You are viewing a plain text version of this content. The canonical link for it is here.

Posted to common-dev@hadoop.apache.org by 심탁길 <10...@nhncorp.com> on 2008/09/26 08:26:37 UTC

Jobtracker is out of memory with 100,000 dummy map tasks job

 
Hi all
 
Recently I tried 100,000 dummy map tasks job on the 100ea node(2GB, Dual Core, 64Bit machine, Version: 0.16.4) cluster
 
Map task does nothing but sleeping one minute
 
I found that Jobtracker(1GB Heap) consumes about 650MB of heap memory when the job is 50% done.
 
After all, the job failed at the 90% of progress because Jobtracker hanged up(?) due to out of memory.
 
how do you handle this kind of issue? 
 
another related issue:
 
while the above job was being processed, I clicked on the "Pending" on jobdatails.jsp of web UI
 
then, Jobtracker consumed 100% of CPU. and 100% CPU status lasted a couple of minutes

Re: Jobtracker is out of memory with 100,000 dummy map tasks job

Posted by Arun C Murthy <ac...@yahoo-inc.com>.

On Sep 25, 2008, at 11:26 PM, 심탁길 wrote:

>
> Hi all
>
> Recently I tried 100,000 dummy map tasks job on the 100ea node(2GB,  
> Dual Core, 64Bit machine, Version: 0.16.4) cluster
>
> Map task does nothing but sleeping one minute
>
> I found that Jobtracker(1GB Heap) consumes about 650MB of heap  
> memory when the job is 50% done.
>
> After all, the job failed at the 90% of progress because Jobtracker  
> hanged up(?) due to out of memory.
>

Funny that you bring this up today... I just now concluded that we  
need to port
https://issues.apache.org/jira/browse/HADOOP-3670 to 0.17 branch to  
fix a sluggish JobTracker who was spending all his time doing GC.

Please upgrade to 0.18 if you can, immdediately! *smile*

Arun

> how do you handle this kind of issue?
>
> another related issue:
>
> while the above job was being processed, I clicked on the "Pending"  
> on jobdatails.jsp of web UI
>
> then, Jobtracker consumed 100% of CPU. and 100% CPU status lasted a  
> couple of minutes
>

Re: Jobtracker is out of memory with 100,000 dummy map tasks job

Posted by Amar Kamat <am...@yahoo-inc.com>.

Amar Kamat wrote:
> Ted Dunning wrote:
>> Why do you try to do 100,000 map tasks?  Also, do you mean that you 
>> had 100
>> nodes, each with 2GB?  If so, that is much too small a machine to try 
>> to run
>> 1000 tasks on.  It is much better to run about the same number of 
>> tasks per
>> machine as you have cores (2-3 in your case).   Then you can easily 
>> split
>> your input into 100,000 pieces which will run in sequence.  For most
>> problems, however, it is better to let the system split your data so 
>> that
>> you get a few tens of seconds of work per split.  It is inefficient 
>> to have
>> very short tasks and it is inconvenient to have long-running tasks.
>>
>> On Thu, Sep 25, 2008 at 11:26 PM, 심탁길 <10...@nhncorp.com> wrote:
>>
>>  
>>> Hi all
>>>
>>> Recently I tried 100,000 dummy map tasks job on the 100ea node(2GB, 
>>> Dual
>>> Core, 64Bit machine, Version: 0.16.4) cluster
>>>     
> I assume you are using hadoop-0.16.4. This issue got fixed in 
> hadoop-0.17 where the JT was made a bit more efficient in terms of 
> handling large number of fast finishing maps.
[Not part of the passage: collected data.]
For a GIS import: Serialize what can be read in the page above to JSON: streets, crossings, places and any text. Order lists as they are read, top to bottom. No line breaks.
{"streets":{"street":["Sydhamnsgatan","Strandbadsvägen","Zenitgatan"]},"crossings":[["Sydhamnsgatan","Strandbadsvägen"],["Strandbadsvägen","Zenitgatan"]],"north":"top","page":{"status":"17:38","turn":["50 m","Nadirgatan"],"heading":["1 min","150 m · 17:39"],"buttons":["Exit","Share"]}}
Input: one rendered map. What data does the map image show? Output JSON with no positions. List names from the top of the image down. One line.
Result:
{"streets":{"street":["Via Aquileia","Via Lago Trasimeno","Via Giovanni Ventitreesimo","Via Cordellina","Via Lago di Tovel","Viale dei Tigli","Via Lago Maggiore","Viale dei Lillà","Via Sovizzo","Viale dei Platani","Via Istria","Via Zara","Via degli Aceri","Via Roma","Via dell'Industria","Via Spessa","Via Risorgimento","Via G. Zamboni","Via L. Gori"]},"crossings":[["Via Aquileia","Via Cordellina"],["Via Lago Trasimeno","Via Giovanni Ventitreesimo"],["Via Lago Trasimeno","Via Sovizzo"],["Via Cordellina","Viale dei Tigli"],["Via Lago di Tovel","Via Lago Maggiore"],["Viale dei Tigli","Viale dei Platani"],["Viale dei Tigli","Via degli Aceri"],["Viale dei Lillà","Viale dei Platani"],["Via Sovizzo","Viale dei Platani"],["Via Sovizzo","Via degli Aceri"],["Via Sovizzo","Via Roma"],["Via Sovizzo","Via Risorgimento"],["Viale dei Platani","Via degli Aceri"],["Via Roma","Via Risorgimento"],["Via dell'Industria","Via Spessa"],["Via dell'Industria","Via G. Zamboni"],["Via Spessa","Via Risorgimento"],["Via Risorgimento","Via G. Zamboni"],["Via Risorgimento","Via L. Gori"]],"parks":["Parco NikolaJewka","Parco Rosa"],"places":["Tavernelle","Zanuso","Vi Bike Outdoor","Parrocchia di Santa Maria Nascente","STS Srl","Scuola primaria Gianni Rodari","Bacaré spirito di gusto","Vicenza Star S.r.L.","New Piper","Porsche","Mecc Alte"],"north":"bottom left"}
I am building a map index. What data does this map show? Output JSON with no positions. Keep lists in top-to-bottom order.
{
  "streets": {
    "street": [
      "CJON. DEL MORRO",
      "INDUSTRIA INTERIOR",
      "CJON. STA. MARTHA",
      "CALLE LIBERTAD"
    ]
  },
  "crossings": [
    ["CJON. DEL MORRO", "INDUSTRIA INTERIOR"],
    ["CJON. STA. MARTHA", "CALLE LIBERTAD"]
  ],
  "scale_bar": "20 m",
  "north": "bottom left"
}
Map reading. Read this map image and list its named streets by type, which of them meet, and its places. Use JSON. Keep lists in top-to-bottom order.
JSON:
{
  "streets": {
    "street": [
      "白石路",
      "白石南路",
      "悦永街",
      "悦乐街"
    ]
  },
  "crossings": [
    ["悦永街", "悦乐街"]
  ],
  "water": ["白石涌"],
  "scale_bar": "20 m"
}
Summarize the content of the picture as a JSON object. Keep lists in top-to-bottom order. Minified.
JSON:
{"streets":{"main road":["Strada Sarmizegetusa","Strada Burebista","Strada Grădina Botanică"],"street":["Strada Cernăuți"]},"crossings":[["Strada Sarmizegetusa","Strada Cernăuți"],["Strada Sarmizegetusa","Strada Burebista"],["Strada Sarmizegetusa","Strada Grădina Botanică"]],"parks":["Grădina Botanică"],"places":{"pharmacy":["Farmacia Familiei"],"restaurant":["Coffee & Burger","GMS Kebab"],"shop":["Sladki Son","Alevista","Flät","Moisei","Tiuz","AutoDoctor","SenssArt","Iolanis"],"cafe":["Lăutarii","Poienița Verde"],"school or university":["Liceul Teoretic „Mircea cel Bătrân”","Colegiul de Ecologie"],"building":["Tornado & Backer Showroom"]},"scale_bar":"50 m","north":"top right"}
See  HADOOP-2119 for 
> more details.
I meant http://issues.apache.org/jira/browse/HADOOP-2119.
Amar
> Amar
>>> Map task does nothing but sleeping one minute
>>>
>>> I found that Jobtracker(1GB Heap) consumes about 650MB of heap 
>>> memory when
>>> the job is 50% done.
>>>
>>> After all, the job failed at the 90% of progress because Jobtracker 
>>> hanged
>>> up(?) due to out of memory.
>>>
>>> how do you handle this kind of issue?
>>>
>>> another related issue:
>>>
>>> while the above job was being processed, I clicked on the "Pending" on
>>> jobdatails.jsp of web UI
>>>
>>> then, Jobtracker consumed 100% of CPU. and 100% CPU status lasted a 
>>> couple
>>> of minutes
>>>
>>>
>>>     
>>
>>
>>   
>

Re: Jobtracker is out of memory with 100,000 dummy map tasks job

Posted by Amar Kamat <am...@yahoo-inc.com>.

Ted Dunning wrote:
> Why do you try to do 100,000 map tasks?  Also, do you mean that you had 100
> nodes, each with 2GB?  If so, that is much too small a machine to try to run
> 1000 tasks on.  It is much better to run about the same number of tasks per
> machine as you have cores (2-3 in your case).   Then you can easily split
> your input into 100,000 pieces which will run in sequence.  For most
> problems, however, it is better to let the system split your data so that
> you get a few tens of seconds of work per split.  It is inefficient to have
> very short tasks and it is inconvenient to have long-running tasks.
>
> On Thu, Sep 25, 2008 at 11:26 PM, 심탁길 <10...@nhncorp.com> wrote:
>
>   
>> Hi all
>>
>> Recently I tried 100,000 dummy map tasks job on the 100ea node(2GB, Dual
>> Core, 64Bit machine, Version: 0.16.4) cluster
>>     
I assume you are using hadoop-0.16.4. This issue got fixed in 
hadoop-0.17 where the JT was made a bit more efficient in terms of 
handling large number of fast finishing maps. See  HADOOP-2119 for more 
details.
Amar
>> Map task does nothing but sleeping one minute
>>
>> I found that Jobtracker(1GB Heap) consumes about 650MB of heap memory when
>> the job is 50% done.
>>
>> After all, the job failed at the 90% of progress because Jobtracker hanged
>> up(?) due to out of memory.
>>
>> how do you handle this kind of issue?
>>
>> another related issue:
>>
>> while the above job was being processed, I clicked on the "Pending" on
>> jobdatails.jsp of web UI
>>
>> then, Jobtracker consumed 100% of CPU. and 100% CPU status lasted a couple
>> of minutes
>>
>>
>>     
>
>
>

Re: Jobtracker is out of memory with 100,000 dummy map tasks job

Posted by Ted Dunning <te...@gmail.com>.

Why do you try to do 100,000 map tasks?  Also, do you mean that you had 100
nodes, each with 2GB?  If so, that is much too small a machine to try to run
1000 tasks on.  It is much better to run about the same number of tasks per
machine as you have cores (2-3 in your case).   Then you can easily split
your input into 100,000 pieces which will run in sequence.  For most
problems, however, it is better to let the system split your data so that
you get a few tens of seconds of work per split.  It is inefficient to have
very short tasks and it is inconvenient to have long-running tasks.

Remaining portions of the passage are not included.